Los sindicatos habían anunciado la paralización de Madrid, como fuera, pero sólo consiguieron impedir que fueran a trabajar aquellos que se toparon con algún piquete que se lo impedía, o sin medio de transporte que les acercara al curro. Esa es la realidad, y no hay otra. Luego, se puede ser políticamente correcto y no hacer sangre, obviando las cifras reales de personas que voluntariamente hicieron huelga el miércoles pasado, como ha hecho el Gobierno. Se puede ser hasta indulgente y generoso, dejándoles una salida menos vergonzante a los líderes de los dos principales sindicatos, pero la realidad es que o cambian y se adaptan a los nuevos tiempos o cabrán todos sus afiliados en una docena de autocares.

Del Gobierno, ¿qué quieren que les diga? Pues que sigue estando entre la espada y la pared, intentando recuperar el diálogo social y buscando por otro lado excusas para disimular la evidente falta de credibilidad y de confianza que despierta entre los ciudadanos. O intentando hacer creíble su política económica en los escenarios internacionales y, muy especialmente, en los mercados.

La huelga general, con todos mis respetos por los actuales representantes sindicales, ha sido un fiasco. Un gran fiasco, además de un despropósito que sólo conduce al descrédito y a un mayor cuestionamiento de los sindicatos y del Gobierno. Si la inmensa mayoría de españoles no hemos secundado la huelga general, a la que habíamos sido convocados, lo lógico y natural es pensar que esa convocatoria estaba mal planteada.

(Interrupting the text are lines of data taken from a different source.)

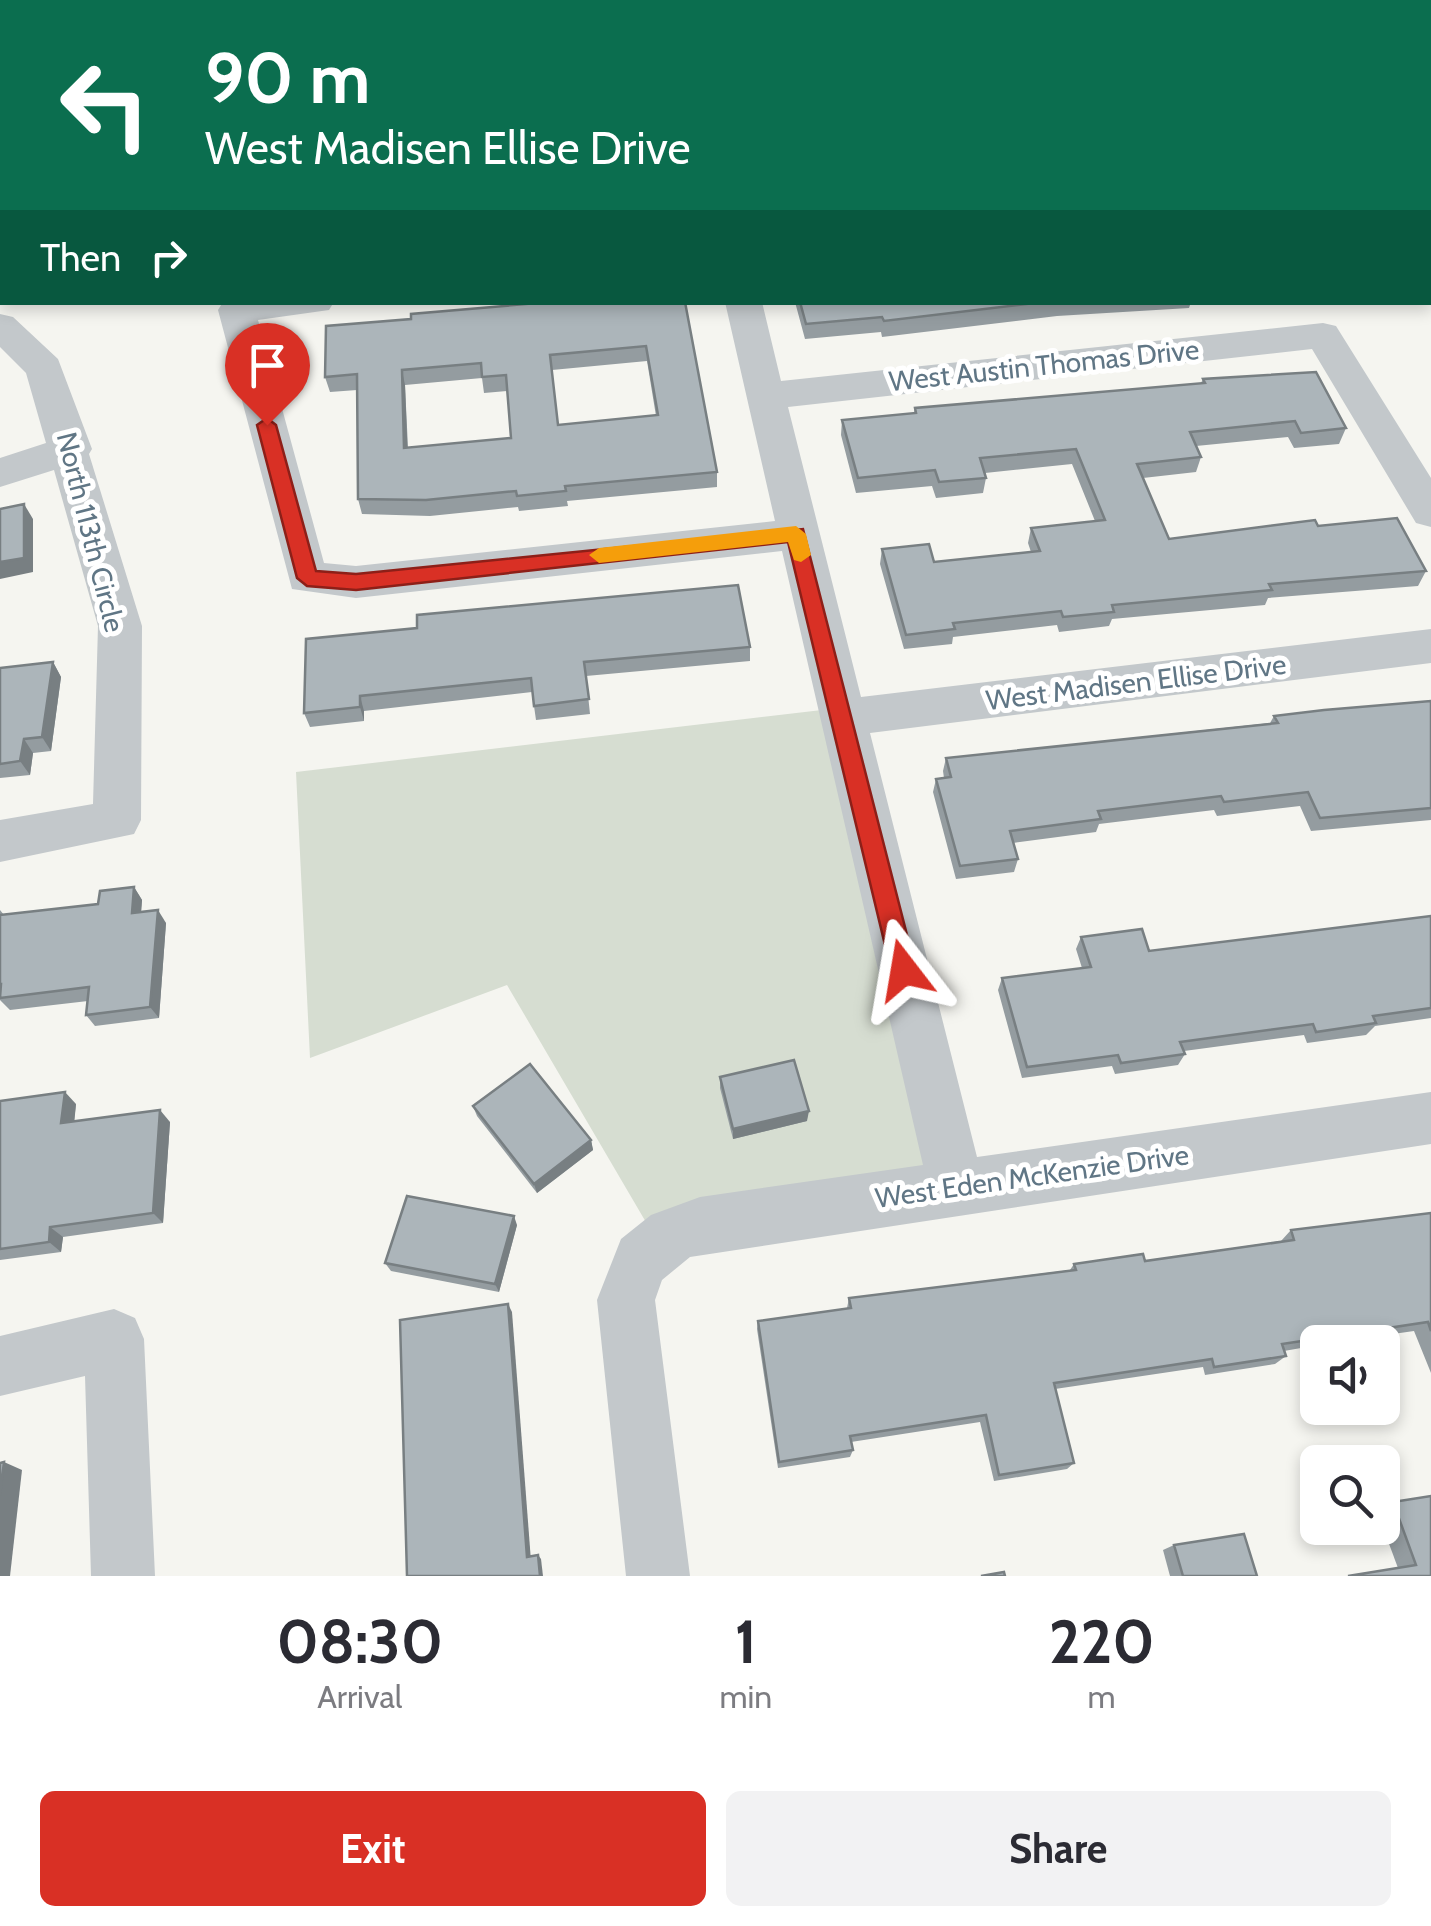 <!DOCTYPE html>
<style>
body{margin:0;font-family:Cabin,sans-serif;background:#f2f2f3;color:#2b2b33;height:100vh;display:flex;flex-direction:column;font-size:38px;white-space:nowrap}
*{box-sizing:border-box;margin:0}
p{font-size:32px;color:#7c7c81}
.icon{flex:none;width:55px;height:55px;fill:none;stroke:currentColor;stroke-width:2;stroke-linecap:round;stroke-linejoin:round}
.map{position:relative;height:1576px;overflow:hidden}
.details{display:flex;flex-direction:column;background:#fff;flex:1}
.details>*{flex:none}
.guide{position:absolute;left:0px;top:0px;width:1432px;height:305px;box-shadow:0 5px 15px #0003;background:#0b6e4f;color:#fff;overflow:hidden}
.tools{position:absolute;left:1300px;top:1325px;display:grid;gap:20px}
.tools a{display:grid;place-items:center;width:100px;height:100px;border-radius:15px;background:#fff;box-shadow:0 5px 15px #0003;font-size:50px}
.pin{position:absolute;display:grid;place-items:center;width:85px;height:85px;color:#fff;margin:-102px -42px;border-radius:50% 50% 50% 0;rotate:-45deg;box-shadow:0 0 10px #0007}
.pin .icon{rotate:45deg}
.me{position:absolute;width:110px;margin:-55px;rotate:346deg;stroke-linejoin:round;filter:drop-shadow(0 0 8px #0008)}
.turn{display:flex;align-items:center;gap:35px;height:210px;padding:0 40px;font-size:45px}
.turn .icon{width:130px;height:130px;stroke-width:2.5}
.turn b{display:block;font-size:70px;line-height:85px}
.then{display:flex;align-items:center;height:95px;padding:0 40px;background:#0003;gap:20px;font-size:38px}
.eta{display:flex;justify-content:space-evenly;align-items:center;height:170px;text-align:center}
.eta b{font-size:60px;font-weight:800;line-height:70px}
.primary-button{display:flex;gap:20px;margin-top:auto;padding:20px 40px}
.primary-button a{flex:1;height:115px;border-radius:15px;background:#d93025;color:#fff;font-size:40px;font-weight:800;line-height:115px;text-align:center}
.primary-button a+a{background:#f2f2f3;color:#2b2b33}
.map>svg:first-child{display:block}
</style>
<div class="map">
<svg width="1431" height="1576" viewBox="0 0 1431 1576">
<rect width="100%" height="100%" fill="#f5f5f0"/>
<g fill="#d6ddd1">
<path d="M720 0H1175L1176 2H719Z"/>
<path d="M839 708 956 1187 657 1241 507 985 310 1058 296 772Z"/>
</g>
<g fill="none" stroke-linecap="round" stroke-linejoin="round">
<g fill="#c3c8cb" fill-rule="evenodd">
<rect x="0" y="38" width="2" height="18"/>
<path d="M223 302H334L329 310 258 320 324 563 356 566 775 521 725 302H762L781 381 1323 323 1336 326 1431 478V527L1416 523 1312 349 788 407 861 697 1431 629V663L870 733 977 1157 1431 1092V1144L690 1257 662 1280 655 1300 690 1576H626L597 1300 621 1239 651 1215 700 1197 923 1165 782 551 356 598 292 589 218 310Z"/>
<path d="M0 314 13 317 58 359 92 449 89 454 142 626 141 820 134 834 0 862V820L93 804 98 626 54 470 0 487V458L46 443 26 373 0 347Z"/>
<path d="M114 1309 135 1318 144 1339 155 1576H91L85 1376 0 1396V1336Z"/>
</g>
</g>
<g fill="#949ca0" fill-rule="evenodd">
<path d="M0 174H2V251L0 252Z"/>
<path d="M685 302 717 472V487L567 501 568 506 519 511 518 507 430 516 362 514 358 499 357 390 330 392 325 377ZM647 361 656 416 558 425 552 370ZM482 378 484 393 507 391 511 438 408 448 405 385Z"/>
<path d="M795 302H1191L1189 308 1057 316 882 337 881 332 805 339Z"/>
<path d="M1203 379 1346 428 1339 444 1294 448 1288 437 1196 446 1201 457 1196 472 1143 478 1169 539 1318 526 1426 571 1418 586 1268 598 1265 605 1112 619 1109 626 1059 632 1057 625 953 637 952 644 904 649 880 564 882 549 934 562 1031 552 1028 543 1031 528 1095 521 1072 464 985 473 986 478 983 493 936 498 932 486 856 493 841 435 842 420 914 413 915 408 1201 383Z"/>
<path d="M306 639 750 647V661L586 676 590 714 536 720 532 692 364 711V721L310 727 304 713Z"/>
<path d="M53 662 61 677 51 751 33 753 30 775 0 778V668Z"/>
<path d="M1431 701V820L1311 831 1300 806 1217 816 1214 810 1099 824 1096 832 1013 843 1018 859 1014 872 956 879 933 792 936 779 944 778 943 771 946 758 1270 723 1274 716Z"/>
<path d="M134 887 142 900 141 912 166 923 159 1018 95 1026 86 1015 88 1001 10 1010 0 1000V910L4 915 98 904Z"/>
<path d="M1431 916V1018L1375 1026 1366 1035 1307 1043 1304 1035 1184 1051 1185 1054 1178 1065 1115 1074 1112 1066 1022 1078 998 990 1002 978 1082 968 1076 949 1081 937 1149 951Z"/>
<path d="M720 1077 807 1121 733 1139 720 1088Z"/>
<path d="M0 1101 76 1104 74 1121 170 1122 163 1223 63 1237 61 1252 0 1260Z"/>
<path d="M473 1106 591 1140 593 1150 537 1193 477 1116Z"/>
<path d="M1431 1213V1373L1414 1331 1337 1342H1318V1345L1284 1351 1286 1356 1275 1364 1205 1375 1203 1367 1055 1389 1074 1463 1067 1469 994 1481 980 1422 851 1442 853 1450 850 1457 778 1468 757 1329 758 1321 847 1308 849 1298 1070 1270 1074 1264 1145 1261 1281 1241 1291 1230Z"/>
<path d="M517 1225 499 1292 391 1271 385 1263Z"/>
<path d="M1393 1502 1431 1576 1398 1568 1382 1525V1506Z"/>
<path d="M1174 1545 1257 1576H1170L1163 1550Z"/>
</g>
<g fill="#787f82">
<rect x="0" y="109" width="2" height="17"/>
<path d="M402 370 405 385 408 463 404 448Z"/>
<path d="M24 504 33 519V572L0 579V562Z"/>
<path d="M53 662 61 677 51 751 42 737Z"/>
<path d="M360 696 364 711V721L360 707Z"/>
<path d="M24 739 33 753 30 775 20 761Z"/>
<path d="M134 887 142 900 140 926 132 913Z"/>
<path d="M158 910 166 923 159 1018 150 1007Z"/>
<path d="M65 1092 76 1104 73 1135 61 1123Z"/>
<path d="M160 1110 170 1122 163 1223 153 1213Z"/>
<path d="M809 1111 807 1121 733 1139V1129Z"/>
<path d="M591 1140 593 1150 537 1193 534 1184Z"/>
<path d="M514 1216 517 1225 499 1292 495 1284Z"/>
<path d="M50 1227 63 1237 61 1252 49 1242Z"/>
<path d="M508 1304 512 1312 531 1561 527 1557Z"/>
<path d="M4 1462 22 1470 10 1576H0V1495Z"/>
<path d="M538 1555 541 1559 543 1576H540Z"/>
</g>
<g fill="#acb5ba" stroke="#787f82" stroke-width="2.5" fill-rule="evenodd">
<rect x="351" y="0" width="206" height="2"/>
<path d="M2 63V109H0V64Z"/>
<rect x="0" y="174" width="2" height="61"/>
<path d="M549 302H685L717 472 565 486 566 491 517 496 516 491 426 500 358 499 357 374 325 377 326 326 411 319V314ZM646 346 658 415 558 425 550 355ZM481 363 482 377 506 375 511 438 404 448 402 370Z"/>
<path d="M800 302H1043L884 321 882 317 806 324Z"/>
<path d="M1316 372 1346 428 1301 433 1295 421 1190 432 1201 457 1137 464 1169 539 1315 520 1318 526 1397 518 1426 571 1269 584 1272 590 1112 605 1114 612 1063 617 1061 611 953 623 955 629 906 635 882 549 929 544 934 562 1040 551 1031 528 1105 520 1076 449 980 458 986 478 939 482 935 470 858 478 842 420 916 413 915 408 1205 383 1203 379Z"/>
<path d="M24 504V558L0 562V509Z"/>
<path d="M738 585 750 647 584 662 589 699 534 706 531 678 360 696V707L304 713 306 639 417 628V615Z"/>
<path d="M53 662 42 737 24 739 20 761 0 764V668Z"/>
<path d="M1431 701V808L1320 818 1308 792 1224 802 1221 796 1098 811 1101 819 1010 831 1018 859 960 866 936 779 951 777 946 758 1278 723 1274 716 1324 710Z"/>
<path d="M134 887 132 913 158 910 150 1007 86 1015 89 987 0 998 1 984H0V915L98 904 100 891Z"/>
<path d="M1431 916V1008L1373 1016 1376 1023 1316 1032 1313 1024 1180 1042 1185 1054 1121 1063 1118 1055 1027 1067 1002 978 1091 967 1081 937 1142 929 1149 951Z"/>
<path d="M794 1060 809 1111 733 1129 720 1077Z"/>
<path d="M530 1064 591 1140 534 1184 473 1106Z"/>
<path d="M65 1092 61 1123 160 1110 153 1213 50 1227 49 1242 0 1249V1101Z"/>
<path d="M407 1196 514 1216 495 1284 385 1263Z"/>
<path d="M1431 1213V1331L1428 1322 1282 1344 1286 1356 1214 1367 1212 1359 1054 1383 1074 1463 999 1475 986 1415 850 1436 853 1450 779 1462 758 1321 851 1308 849 1298 1076 1270 1074 1264 1143 1254 1145 1261 1294 1240 1291 1230Z"/>
<path d="M508 1304 527 1557 538 1555 540 1576H407L400 1320Z"/>
<path d="M4 1462 0 1495V1463Z"/>
<path d="M1431 1496V1576H1348L1416 1565 1393 1502Z"/>
<path d="M1244 1534 1257 1576H1183L1174 1545Z"/>
<path d="M1004 1572 1005 1576H981Z"/>
</g>
<path fill="#d93025" stroke="#8d1f18" stroke-width="2.5" d="M267 418 276 425 316 571 356 574 803 529 916 970 912 978H895L891 970 788 542 356 590 307 586 297 578 257 425Z"/>
<path fill="#f59e0b" d="M796 526 806 534 811 555 801 562 794 560 788 542 599 563 589 555 599 548Z"/>
<g text-anchor="middle" dominant-baseline="central" stroke-width="10" stroke-linejoin="round" paint-order="stroke">
<g font-size="28" fill="#607685" stroke="#fff">
<text transform="translate(1044 365) rotate(-6)">West Austin Thomas Drive</text>
<text transform="translate(91 532) rotate(76)">North 113th Circle</text>
<text transform="translate(1136 682) rotate(-7)">West Madisen Ellise Drive</text>
<text transform="translate(1032 1176) rotate(-8)">West Eden McKenzie Drive</text>
</g>
</g>
</svg>
<div class="tools">
<a><svg class="icon" aria-label="sound" viewBox="0 0 24 24"><path d="M4 9h4l5-4v14l-5-4H4zM17 9q2 3 0 6"/></svg></a>
<a><svg class="icon" aria-label="search" viewBox="0 0 24 24"><circle cx="10" cy="10" r="6"/><path d="M15 15l6 6"/></svg></a>
</div>
<div class="pin" style="left:267px;top:425px;background:#d93025"><svg class="icon" aria-label="arrive" viewBox="0 0 24 24"><path d="M6 21V4h12l-3 4 3 4H6"/></svg></div>
<svg class="me" style="left:904px;top:970px" viewBox="-20 -20 40 40"><path d="M0-17L14 15 0 8-14 15z" fill="#d93025" stroke="#fff" stroke-width="4"/></svg>
<div class="guide">
<div class="turn"><svg class="icon" aria-label="left" viewBox="0 0 24 24"><path d="M17 20v-9H6M10 6l-5 5 5 5"/></svg><div><b>90 m</b>West Madisen Ellise Drive</div></div>
<div class="then">Then<svg class="icon" aria-label="right" viewBox="0 0 24 24"><path d="M7 20v-9h11M14 6l5 5-5 5"/></svg></div>
</div>
</div>
<section class="details">
<div class="eta">
<div><b>08:30</b><p>Arrival</p></div>
<div><b>1</b><p>min</p></div>
<div><b>220</b><p>m</p></div>
</div>
<div class="primary-button"><a>Exit</a><a>Share</a></div>
</section>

Sin embargo, tanto Cándido Méndez como Ignacio Fernández Toxo, todavía creen que ha sido un éxito y que el Gobierno tendrá que rectificar una reforma laboral que para otros –oposición y empresarios– se ha quedado corta. En medio de este cruce de mensajes contrapuestos, hay una cosa muy clara: ni los sindicatos ni el Gobierno están en estos momentos a la altura de las circunstancias.

¿Y de la oposición, qué me dice? Esa es una buena pregunta para intentar evadir una responsabilidad que le corresponde, en estos momentos, a quiénes gobiernan y a quienes presumen de defender los derechos de los trabajadores.

Y también de esos parados que cada mañana me encuentro haciendo cola delante de una oficina del INEM, en el polígono de San Sebastián de los Reyes.